** Opening Material supplied block **
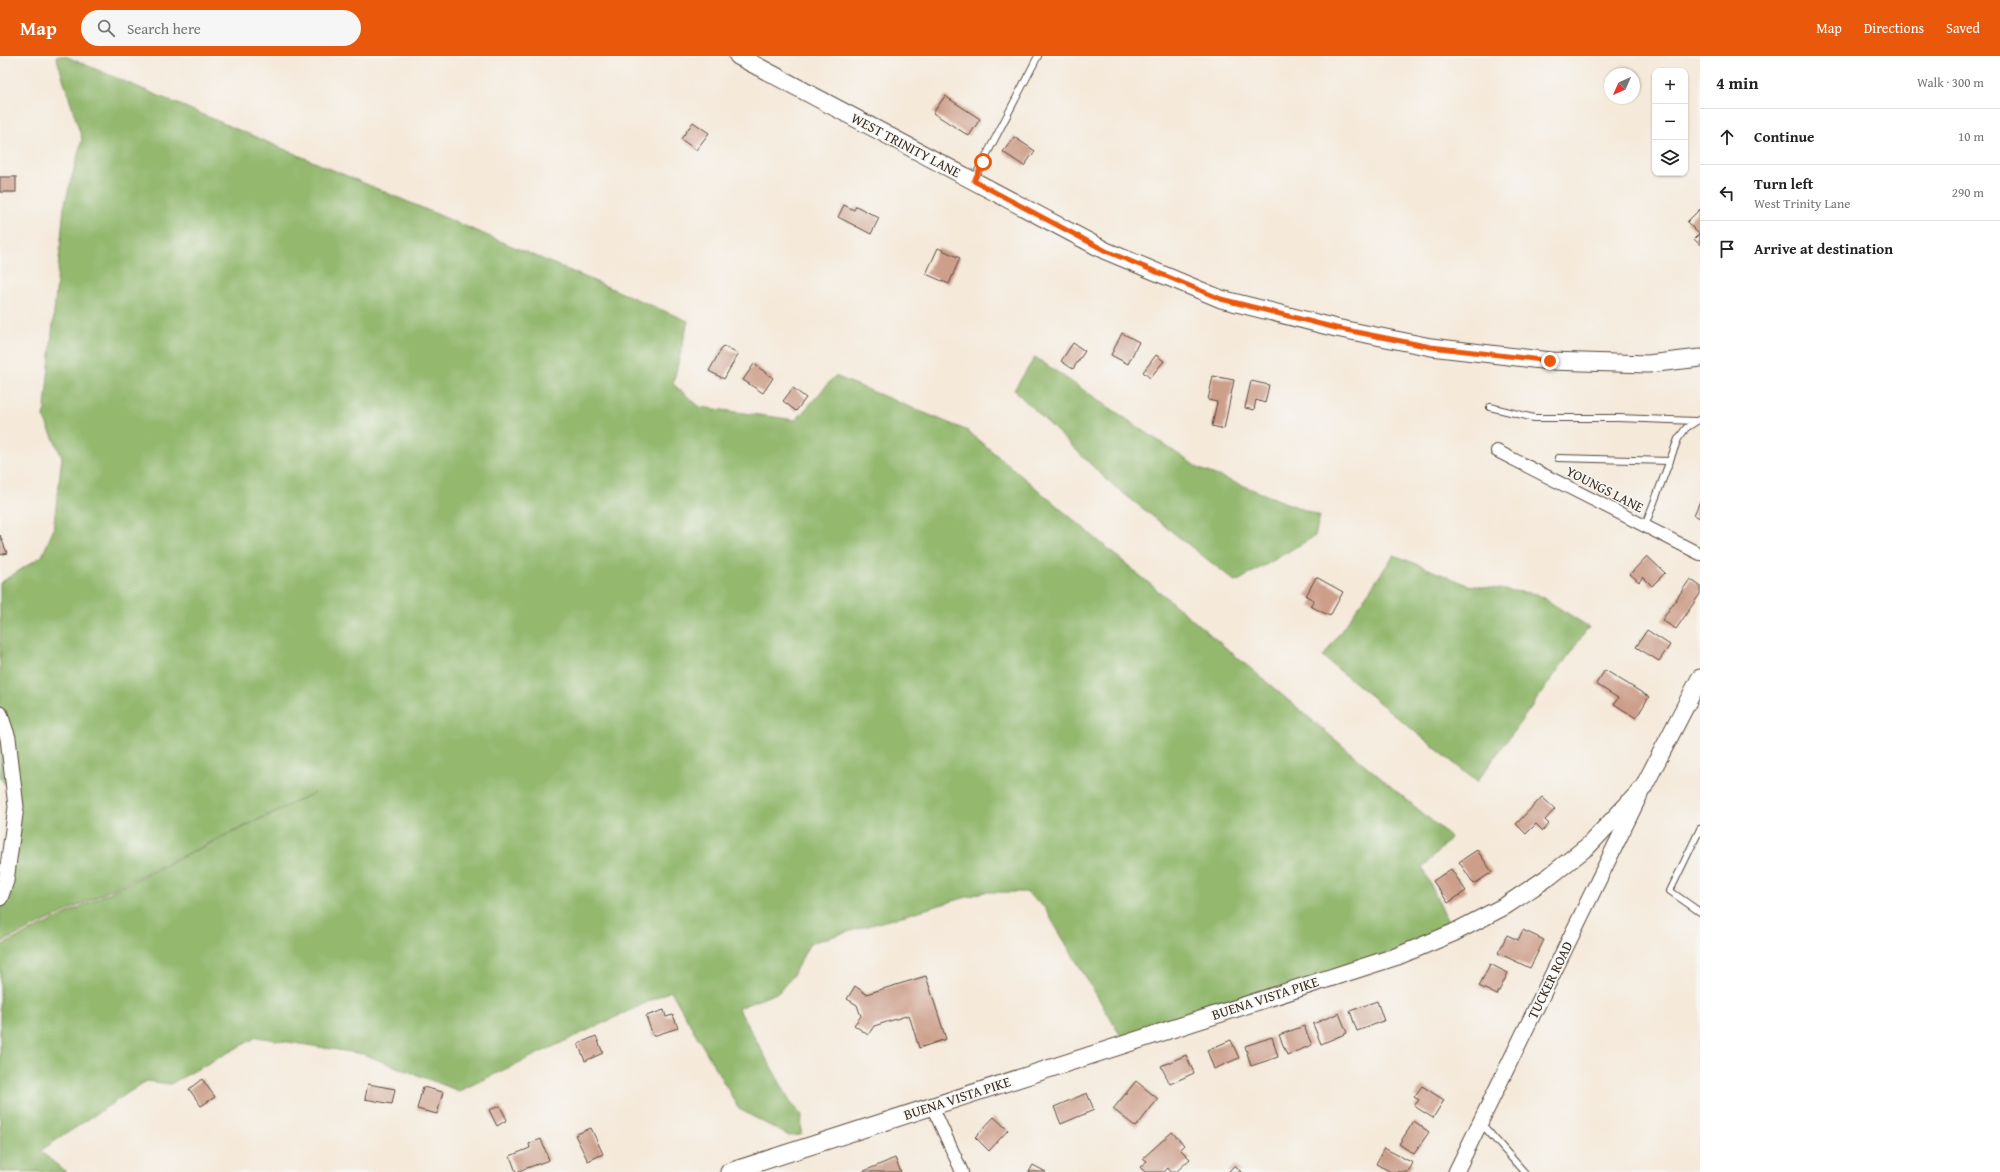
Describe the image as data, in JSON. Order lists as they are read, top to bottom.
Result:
{
  "streets": {
    "main road": ["WEST TRINITY LANE", "BUENA VISTA PIKE"],
    "street": ["YOUNGS LANE", "TUCKER ROAD"]
  },
  "crossings": [
    ["TUCKER ROAD", "BUENA VISTA PIKE"]
  ],
  "north": "bottom left",
  "page": {
    "header": "Map",
    "search": "Search here",
    "nav": ["Map", "Directions", "Saved"],
    "heading": ["4 min", "Walk · 300 m"],
    "map_buttons": ["+", "−"],
    "list": [
      ["Continue", "10 m"],
      ["Turn left", "West Trinity Lane", "290 m"],
      "Arrive at destination"
    ]
  }
}
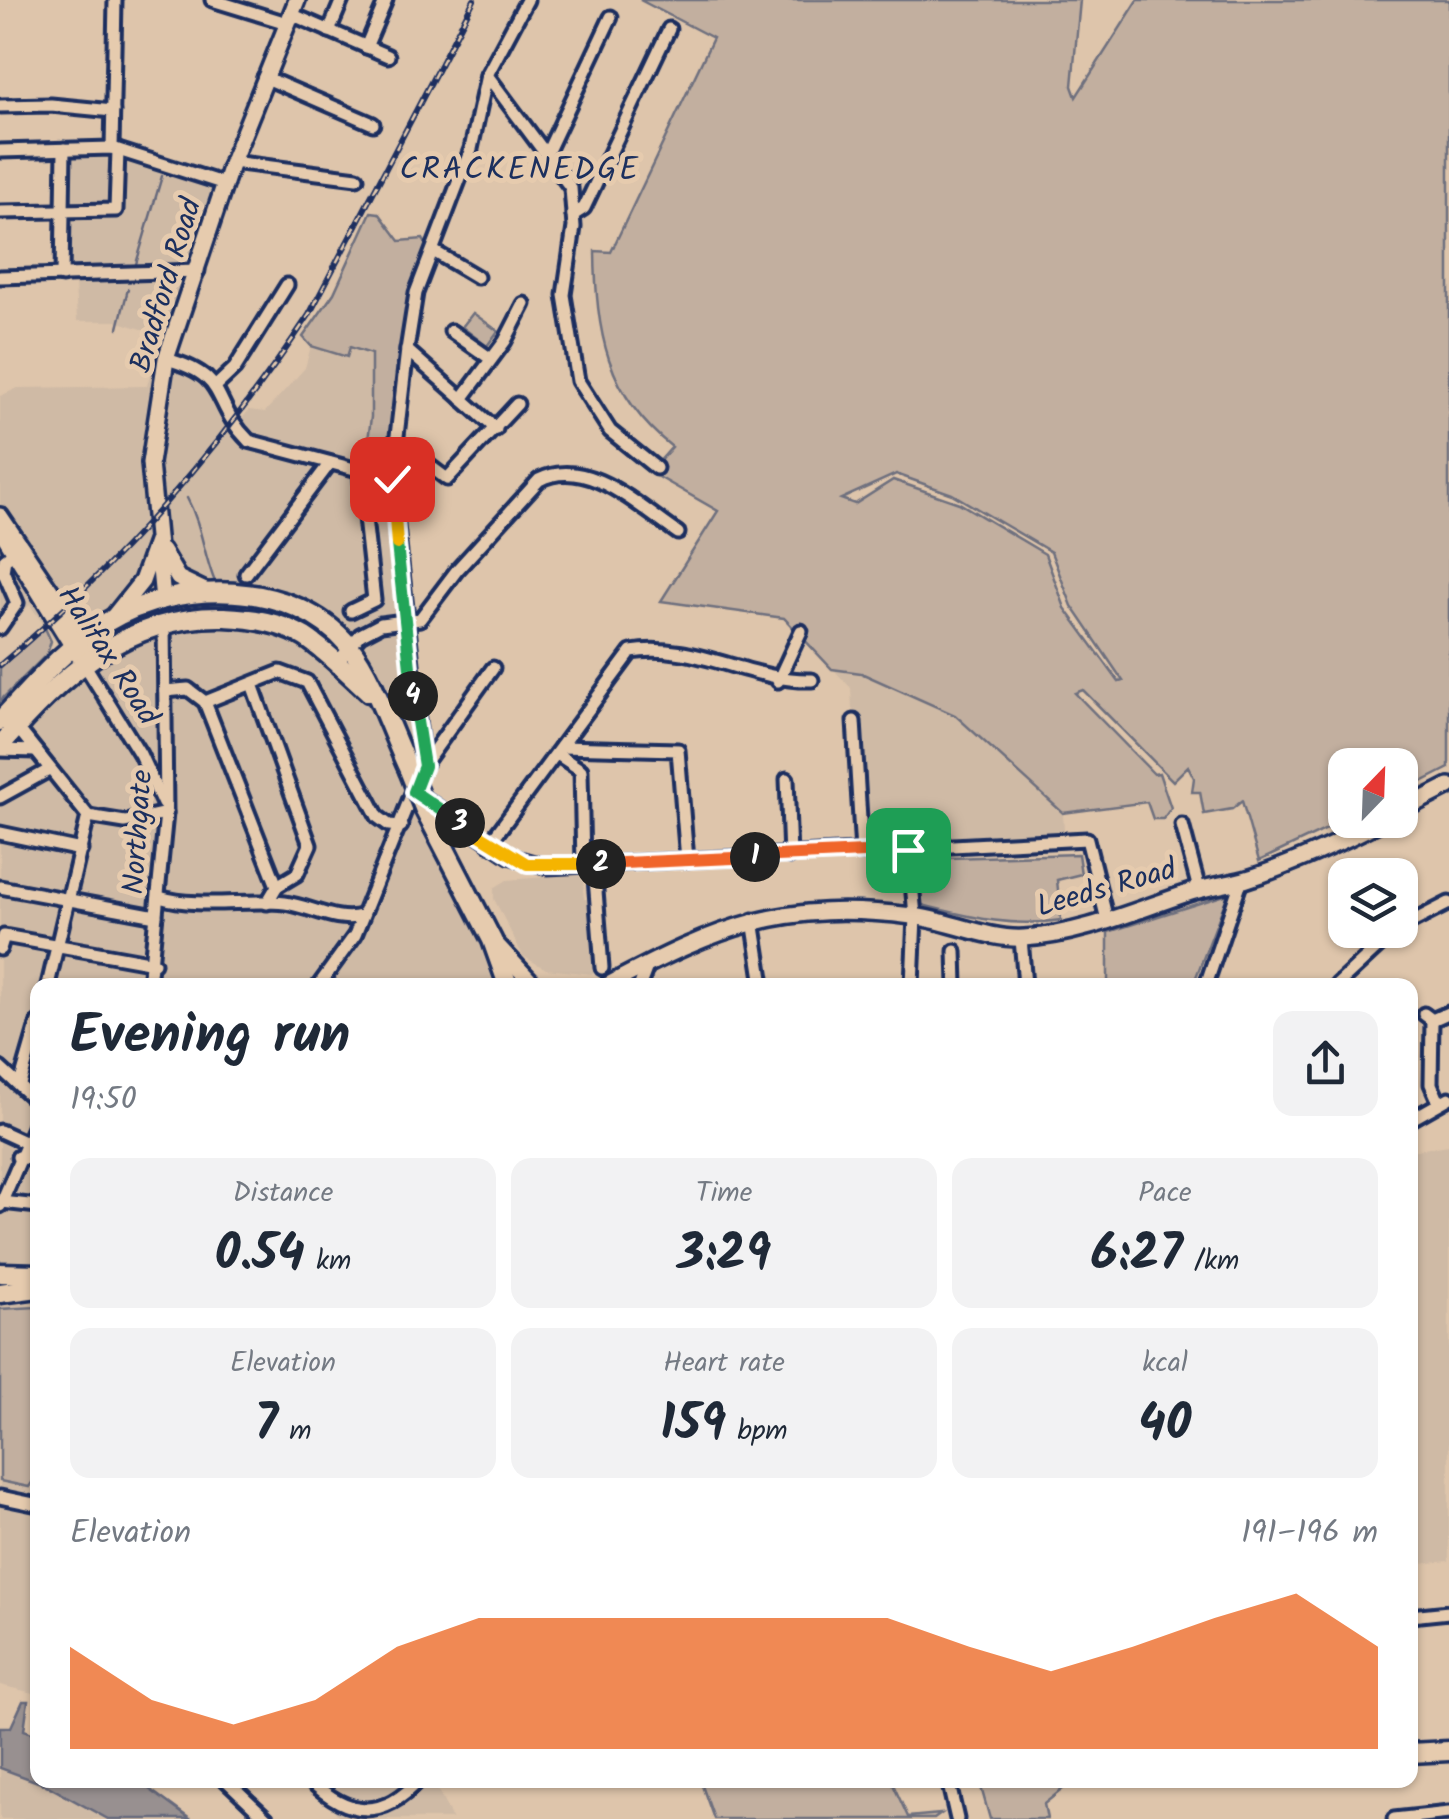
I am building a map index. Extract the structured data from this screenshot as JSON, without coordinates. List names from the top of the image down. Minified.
{"streets":{"main road":["Bradford Road","Halifax Road","Leeds Road"],"street":["Northgate"]},"crossings":[["Bradford Road","Northgate"],["Halifax Road","Northgate"]],"districts":["CRACKENEDGE"],"north":"top right","page":{"pins":["4","3","1","2"],"heading":["Evening run","19:50"],"stats":[["Distance","0.54 km"],["Time","3:29"],["Pace","6:27 /km"],["Elevation","7 m"],["Heart rate","159 bpm"],["kcal","40"]],"chart":["Elevation","191–196 m"]}}
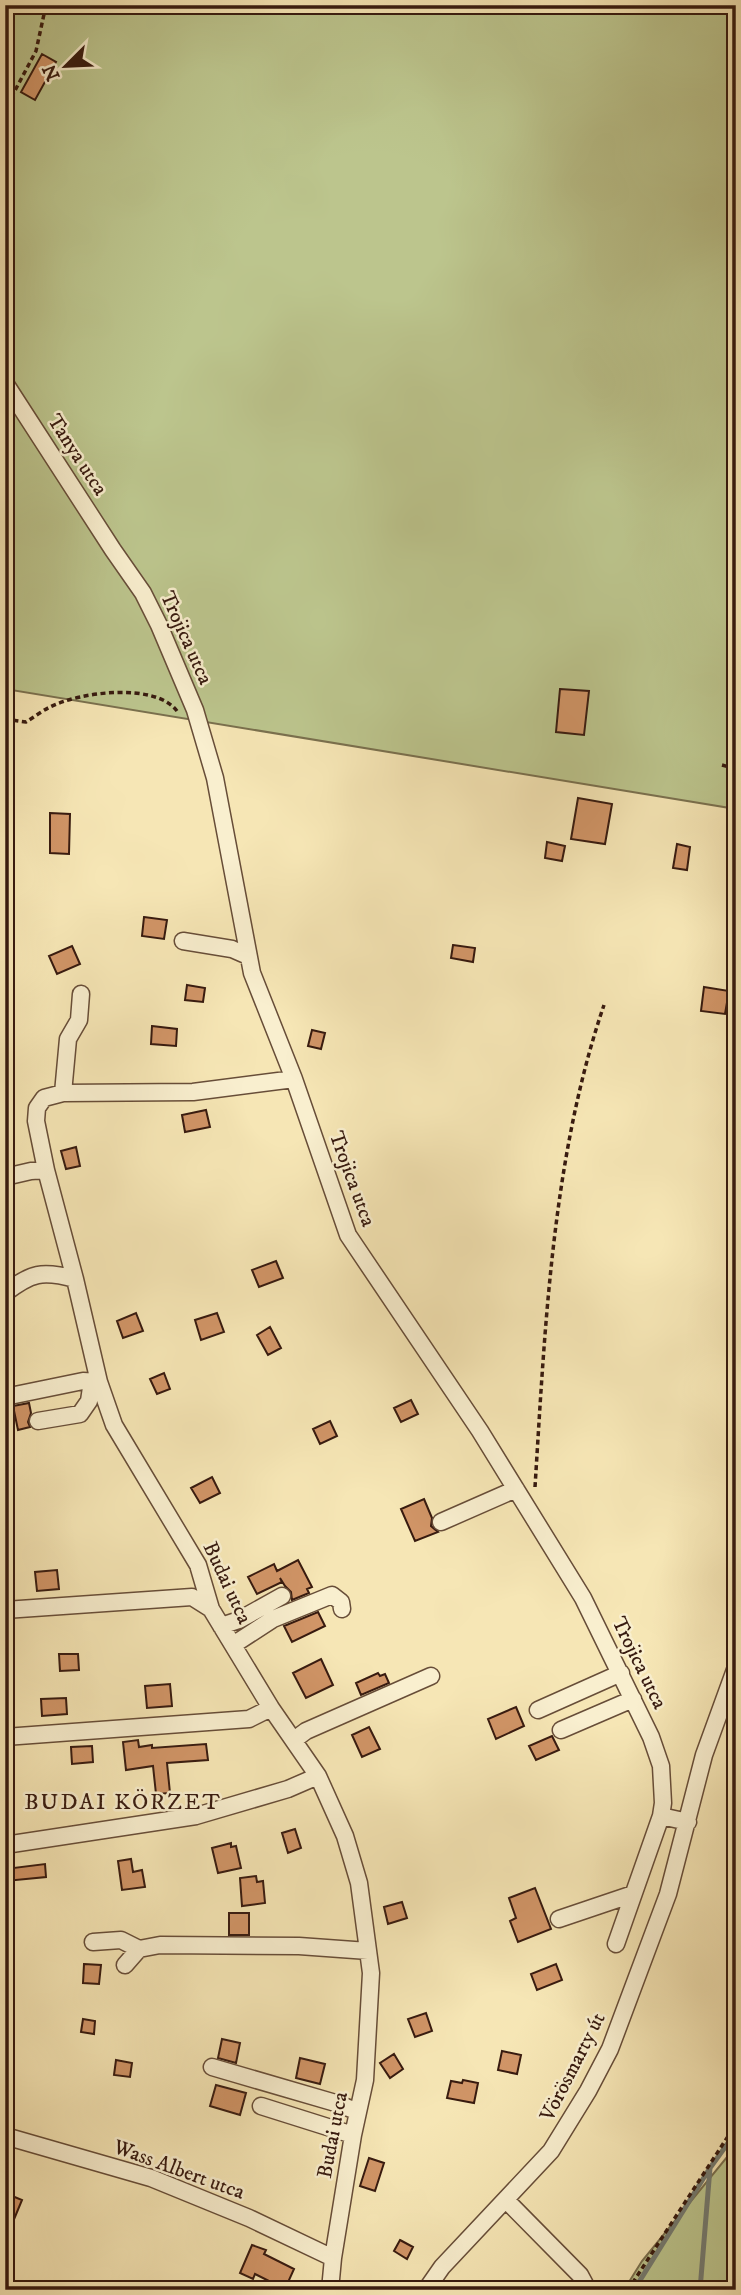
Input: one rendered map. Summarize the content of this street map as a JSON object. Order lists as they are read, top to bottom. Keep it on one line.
{"streets":{"street":["Tanya utca","Trojica utca","Budai utca","Vörösmarty út","Wass Albert utca"]},"crossings":[["Tanya utca","Trojica utca"],["Budai utca","Wass Albert utca"]],"districts":["BUDAI KÖRZET"],"north":"bottom left"}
** Closing Material supplied block **
**Problem to solve**
Starting where a line contains "I am building" and finishing at the last line above, set down every line exactly as it reads, with no pictures.

**Written response**
I am building a map index. Extract the structured data from this screenshot as JSON, without coordinates. List names from the top of the image down. Minified.
{"streets":{"main road":["Bradford Road","Halifax Road","Leeds Road"],"street":["Northgate"]},"crossings":[["Bradford Road","Northgate"],["Halifax Road","Northgate"]],"districts":["CRACKENEDGE"],"north":"top right","page":{"pins":["4","3","1","2"],"heading":["Evening run","19:50"],"stats":[["Distance","0.54 km"],["Time","3:29"],["Pace","6:27 /km"],["Elevation","7 m"],["Heart rate","159 bpm"],["kcal","40"]],"chart":["Elevation","191–196 m"]}}
Input: one rendered map. Summarize the content of this street map as a JSON object. Order lists as they are read, top to bottom. Keep it on one line.
{"streets":{"street":["Tanya utca","Trojica utca","Budai utca","Vörösmarty út","Wass Albert utca"]},"crossings":[["Tanya utca","Trojica utca"],["Budai utca","Wass Albert utca"]],"districts":["BUDAI KÖRZET"],"north":"bottom left"}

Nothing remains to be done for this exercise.